Unfortunately, though, it appears the Fed was so focused on preventing its credit easing program from destabilizing the money supply that it overlooked, or least underestimated, developments with real money demand (i.e. velocity). As a consequence, nominal spending crashed.

This line research essentially posits that the Fed got it terribly wrong in the second half of 2008. As David shows in the table above, the velocity of money was dropping with households clinging to cash under heightened economic uncertainty.

If this theory is true, then one could view the $300 billion Treasury buyback program (see the NY Fed’s Q&A here) as the Fed’s equivalent of “calling a mulligan” in an attempt to take back its sterilization efforts in 2008.

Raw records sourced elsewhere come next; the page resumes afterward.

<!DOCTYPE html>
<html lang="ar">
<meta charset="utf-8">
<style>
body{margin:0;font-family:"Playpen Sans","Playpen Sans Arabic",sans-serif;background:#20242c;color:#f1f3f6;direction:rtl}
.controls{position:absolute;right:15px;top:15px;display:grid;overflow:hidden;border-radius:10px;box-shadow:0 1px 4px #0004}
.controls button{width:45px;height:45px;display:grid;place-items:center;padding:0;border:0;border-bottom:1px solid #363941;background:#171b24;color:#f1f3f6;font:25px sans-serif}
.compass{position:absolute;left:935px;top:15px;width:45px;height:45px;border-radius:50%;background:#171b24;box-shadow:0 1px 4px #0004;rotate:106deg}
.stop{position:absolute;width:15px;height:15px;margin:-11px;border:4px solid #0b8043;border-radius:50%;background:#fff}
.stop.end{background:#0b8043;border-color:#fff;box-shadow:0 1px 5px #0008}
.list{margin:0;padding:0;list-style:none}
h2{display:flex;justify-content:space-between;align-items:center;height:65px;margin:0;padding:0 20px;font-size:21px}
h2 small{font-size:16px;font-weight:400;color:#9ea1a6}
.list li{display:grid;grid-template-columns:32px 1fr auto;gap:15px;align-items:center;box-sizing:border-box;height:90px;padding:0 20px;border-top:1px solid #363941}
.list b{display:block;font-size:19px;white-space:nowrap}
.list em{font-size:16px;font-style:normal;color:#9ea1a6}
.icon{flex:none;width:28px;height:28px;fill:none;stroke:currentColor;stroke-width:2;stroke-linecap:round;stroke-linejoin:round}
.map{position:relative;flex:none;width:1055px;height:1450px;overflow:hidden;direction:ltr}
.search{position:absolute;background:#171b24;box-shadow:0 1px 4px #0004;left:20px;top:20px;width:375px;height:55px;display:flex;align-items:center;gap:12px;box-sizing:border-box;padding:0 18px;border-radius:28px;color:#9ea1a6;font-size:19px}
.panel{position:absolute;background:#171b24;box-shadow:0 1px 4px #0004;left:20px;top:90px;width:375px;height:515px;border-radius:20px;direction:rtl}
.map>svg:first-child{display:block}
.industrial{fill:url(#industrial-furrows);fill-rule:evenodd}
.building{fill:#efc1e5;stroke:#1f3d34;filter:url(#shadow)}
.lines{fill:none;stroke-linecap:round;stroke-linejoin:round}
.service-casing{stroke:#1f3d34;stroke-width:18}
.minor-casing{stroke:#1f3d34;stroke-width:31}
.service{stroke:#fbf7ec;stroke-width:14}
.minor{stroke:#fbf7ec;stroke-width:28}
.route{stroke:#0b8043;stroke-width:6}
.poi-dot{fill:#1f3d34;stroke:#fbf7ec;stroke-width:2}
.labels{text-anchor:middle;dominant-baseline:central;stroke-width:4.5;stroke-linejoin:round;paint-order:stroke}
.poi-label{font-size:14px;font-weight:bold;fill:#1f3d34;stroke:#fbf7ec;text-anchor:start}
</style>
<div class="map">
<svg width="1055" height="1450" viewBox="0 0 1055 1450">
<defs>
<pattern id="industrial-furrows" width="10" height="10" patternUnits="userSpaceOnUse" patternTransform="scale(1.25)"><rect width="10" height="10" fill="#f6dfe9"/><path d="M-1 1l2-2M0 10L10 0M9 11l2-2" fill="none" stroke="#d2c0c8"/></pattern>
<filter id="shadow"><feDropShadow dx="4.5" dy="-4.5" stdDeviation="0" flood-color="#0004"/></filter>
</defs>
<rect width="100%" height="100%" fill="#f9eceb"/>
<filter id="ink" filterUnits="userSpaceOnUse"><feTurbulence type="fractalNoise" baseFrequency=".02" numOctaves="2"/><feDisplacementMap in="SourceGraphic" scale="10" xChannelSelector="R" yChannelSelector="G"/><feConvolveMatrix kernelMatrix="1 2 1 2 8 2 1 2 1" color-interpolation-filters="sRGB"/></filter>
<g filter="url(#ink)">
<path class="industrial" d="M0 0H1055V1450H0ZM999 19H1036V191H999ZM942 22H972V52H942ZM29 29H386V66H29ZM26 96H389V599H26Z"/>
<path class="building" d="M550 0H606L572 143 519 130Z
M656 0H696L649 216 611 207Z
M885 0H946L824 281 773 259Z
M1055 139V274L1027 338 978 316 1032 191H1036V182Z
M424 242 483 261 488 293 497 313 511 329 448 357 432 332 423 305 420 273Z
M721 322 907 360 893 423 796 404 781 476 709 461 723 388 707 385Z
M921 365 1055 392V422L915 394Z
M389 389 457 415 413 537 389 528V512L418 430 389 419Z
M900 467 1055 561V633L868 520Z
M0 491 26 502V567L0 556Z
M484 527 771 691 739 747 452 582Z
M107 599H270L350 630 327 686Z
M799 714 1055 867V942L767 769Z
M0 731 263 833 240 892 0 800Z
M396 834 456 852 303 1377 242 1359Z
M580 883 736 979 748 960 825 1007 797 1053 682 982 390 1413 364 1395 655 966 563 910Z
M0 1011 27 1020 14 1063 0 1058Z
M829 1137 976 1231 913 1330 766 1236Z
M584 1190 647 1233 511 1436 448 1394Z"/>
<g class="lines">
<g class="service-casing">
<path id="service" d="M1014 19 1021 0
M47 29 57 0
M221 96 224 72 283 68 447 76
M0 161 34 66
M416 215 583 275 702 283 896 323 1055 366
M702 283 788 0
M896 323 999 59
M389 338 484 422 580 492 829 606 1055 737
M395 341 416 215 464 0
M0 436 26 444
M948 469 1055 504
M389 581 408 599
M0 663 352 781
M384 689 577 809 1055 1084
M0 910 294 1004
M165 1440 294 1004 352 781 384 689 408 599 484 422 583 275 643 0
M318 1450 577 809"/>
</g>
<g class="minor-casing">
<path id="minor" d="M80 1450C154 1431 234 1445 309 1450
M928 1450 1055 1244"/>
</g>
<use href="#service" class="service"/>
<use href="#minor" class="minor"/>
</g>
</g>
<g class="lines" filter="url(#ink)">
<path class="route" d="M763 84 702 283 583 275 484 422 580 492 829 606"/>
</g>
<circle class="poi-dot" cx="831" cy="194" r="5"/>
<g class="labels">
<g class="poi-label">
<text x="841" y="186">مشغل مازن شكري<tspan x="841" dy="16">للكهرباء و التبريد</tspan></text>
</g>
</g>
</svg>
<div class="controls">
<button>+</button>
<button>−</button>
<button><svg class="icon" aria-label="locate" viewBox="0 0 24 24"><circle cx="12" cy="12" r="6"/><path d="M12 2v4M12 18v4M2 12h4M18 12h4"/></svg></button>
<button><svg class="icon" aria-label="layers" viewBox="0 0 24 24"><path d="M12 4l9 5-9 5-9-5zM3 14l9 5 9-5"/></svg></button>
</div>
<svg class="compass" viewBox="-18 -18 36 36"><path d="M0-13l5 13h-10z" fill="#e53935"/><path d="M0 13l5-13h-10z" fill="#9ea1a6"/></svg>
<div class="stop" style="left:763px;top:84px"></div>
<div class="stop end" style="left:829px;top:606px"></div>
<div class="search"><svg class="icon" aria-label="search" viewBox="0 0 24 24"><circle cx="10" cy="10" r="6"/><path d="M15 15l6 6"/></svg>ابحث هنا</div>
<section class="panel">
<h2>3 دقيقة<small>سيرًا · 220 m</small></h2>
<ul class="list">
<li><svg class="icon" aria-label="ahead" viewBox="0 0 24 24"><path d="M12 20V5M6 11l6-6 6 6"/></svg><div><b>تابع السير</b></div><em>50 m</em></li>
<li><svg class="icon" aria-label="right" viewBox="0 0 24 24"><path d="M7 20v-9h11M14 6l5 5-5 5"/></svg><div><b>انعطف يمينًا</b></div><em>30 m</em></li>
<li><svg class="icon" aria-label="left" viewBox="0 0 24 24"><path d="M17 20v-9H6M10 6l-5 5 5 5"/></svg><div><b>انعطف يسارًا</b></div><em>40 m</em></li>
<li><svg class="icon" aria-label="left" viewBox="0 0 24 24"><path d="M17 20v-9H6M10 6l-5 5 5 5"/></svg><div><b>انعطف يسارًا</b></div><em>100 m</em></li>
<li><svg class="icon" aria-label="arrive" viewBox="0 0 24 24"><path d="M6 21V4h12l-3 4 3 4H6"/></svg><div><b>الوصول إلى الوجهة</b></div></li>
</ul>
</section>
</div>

The $300 billion buyback of Treasuries will restock about 75% of the Fed’s Treasury holdings (focused in notes and bonds rather than bills, but there is a contemporaneous objective to pull long rates down) that dwindled previous to the onset of the SFP account. Unfortunately, though, it was already too late.

(The Treasury issued short-term notes and deposited the proceeds with the Fed in order to aid in the Fed’s sterilization efforts – see an old post of mine for a more thorough explanation of the SFP, or the Supplementary Financing Program.)

Another event recently occurred that would support the view that the FOMC is backpedaling: the Treasury’s Supplementary Financing Program (SFP) is going bye bye.

The Treasury started this week to unwind its account with the Fed (the SFP listed on the liabilities side of the Fed balance sheet). This is almost surely going to end up as excess reserve balances in the banking institution, as the Fed is unlikely to sterilize these flows. (Note that one could see if the Fed was sterilizing the flows if its Treasury holdings started to fall again.)

I guess that the real question is: where would we be now if the Fed had pushed harder on the money supply in 2008? I imagine that Angry Bear readers have many thoughts on this.